Augustin, la science et les chrétiens

Augustin

On agite assez souvent la question de savoir quelle est la configuration du ciel d’après nos Saints Livres. C’est un sujet sur lequel les savants ont accumulé des volumes et que les écrivains sacrés ont sagement négligé; tous les systèmes sont inutiles au bonheur, et ce qui est pis, dérobent un temps précieux qui devrait être consacré au salut. Que m’importe que le ciel soit une sphère qui enveloppe de toutes parts la terre immobile au centre du monde, ou un disque immense qui ne la recouvre que d’un côté?

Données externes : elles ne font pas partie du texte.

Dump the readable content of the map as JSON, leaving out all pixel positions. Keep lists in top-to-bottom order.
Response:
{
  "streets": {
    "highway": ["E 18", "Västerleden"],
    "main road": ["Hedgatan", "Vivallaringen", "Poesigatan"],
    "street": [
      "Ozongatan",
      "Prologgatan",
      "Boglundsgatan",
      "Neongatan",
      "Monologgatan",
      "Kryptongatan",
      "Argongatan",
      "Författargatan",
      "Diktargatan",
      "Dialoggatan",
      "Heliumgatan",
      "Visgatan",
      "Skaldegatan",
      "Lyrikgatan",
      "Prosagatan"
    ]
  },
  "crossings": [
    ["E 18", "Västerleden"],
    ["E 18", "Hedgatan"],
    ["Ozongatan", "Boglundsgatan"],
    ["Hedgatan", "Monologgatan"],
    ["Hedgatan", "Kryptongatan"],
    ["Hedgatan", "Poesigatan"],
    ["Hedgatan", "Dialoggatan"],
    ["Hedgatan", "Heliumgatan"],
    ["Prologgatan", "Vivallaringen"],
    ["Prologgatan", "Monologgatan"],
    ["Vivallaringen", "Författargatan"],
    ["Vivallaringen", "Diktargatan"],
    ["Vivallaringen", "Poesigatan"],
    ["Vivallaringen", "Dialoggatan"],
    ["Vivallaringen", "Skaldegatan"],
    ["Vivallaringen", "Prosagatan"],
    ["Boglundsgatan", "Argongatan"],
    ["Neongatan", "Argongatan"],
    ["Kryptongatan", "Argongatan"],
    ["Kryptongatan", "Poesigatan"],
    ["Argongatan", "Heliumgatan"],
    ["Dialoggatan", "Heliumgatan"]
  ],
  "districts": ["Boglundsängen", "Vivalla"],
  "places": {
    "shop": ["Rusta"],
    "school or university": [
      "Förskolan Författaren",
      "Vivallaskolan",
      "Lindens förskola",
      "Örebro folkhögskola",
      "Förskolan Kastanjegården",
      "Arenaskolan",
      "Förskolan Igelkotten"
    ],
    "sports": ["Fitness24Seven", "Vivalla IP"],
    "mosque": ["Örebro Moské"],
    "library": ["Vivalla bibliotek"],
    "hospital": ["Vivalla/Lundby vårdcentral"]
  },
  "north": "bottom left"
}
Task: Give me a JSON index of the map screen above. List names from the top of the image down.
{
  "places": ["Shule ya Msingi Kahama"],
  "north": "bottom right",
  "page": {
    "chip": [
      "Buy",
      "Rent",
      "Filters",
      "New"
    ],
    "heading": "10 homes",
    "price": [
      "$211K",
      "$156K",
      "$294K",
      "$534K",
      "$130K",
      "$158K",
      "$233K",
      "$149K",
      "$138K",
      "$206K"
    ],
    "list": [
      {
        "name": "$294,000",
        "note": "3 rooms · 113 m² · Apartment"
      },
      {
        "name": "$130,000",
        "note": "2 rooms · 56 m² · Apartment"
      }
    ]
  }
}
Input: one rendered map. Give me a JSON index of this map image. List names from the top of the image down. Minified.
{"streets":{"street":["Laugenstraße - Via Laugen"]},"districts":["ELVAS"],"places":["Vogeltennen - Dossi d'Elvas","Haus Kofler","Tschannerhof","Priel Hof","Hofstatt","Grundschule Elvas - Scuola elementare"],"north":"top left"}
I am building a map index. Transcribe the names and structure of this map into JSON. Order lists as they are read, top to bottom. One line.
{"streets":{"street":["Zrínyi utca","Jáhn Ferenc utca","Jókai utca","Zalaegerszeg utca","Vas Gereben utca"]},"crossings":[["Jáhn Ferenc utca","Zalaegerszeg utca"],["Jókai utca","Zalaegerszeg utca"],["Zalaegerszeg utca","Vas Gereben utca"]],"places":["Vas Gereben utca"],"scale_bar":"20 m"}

Toutefois, comme l’autorité de l’Ecriture est en jeu, et qu’il est à craindre que les esprits étrangers à la parole divine, rencontrant dans nos saints livres ou entendant dire aux chrétiens des choses qui semblent contredire les vérités scientifiques, n’en profitent pour repousser l’histoire, les dogmes, la morale de la religion; il faut répondre en peu de mots que les écrivains sacrés savaient fort bien la véritable configuration du ciel, mais que l’Esprit-Saint, qui parlait par leur bouche, n’a pas voulu découvrir aux hommes des connaissances inutiles à leur salut.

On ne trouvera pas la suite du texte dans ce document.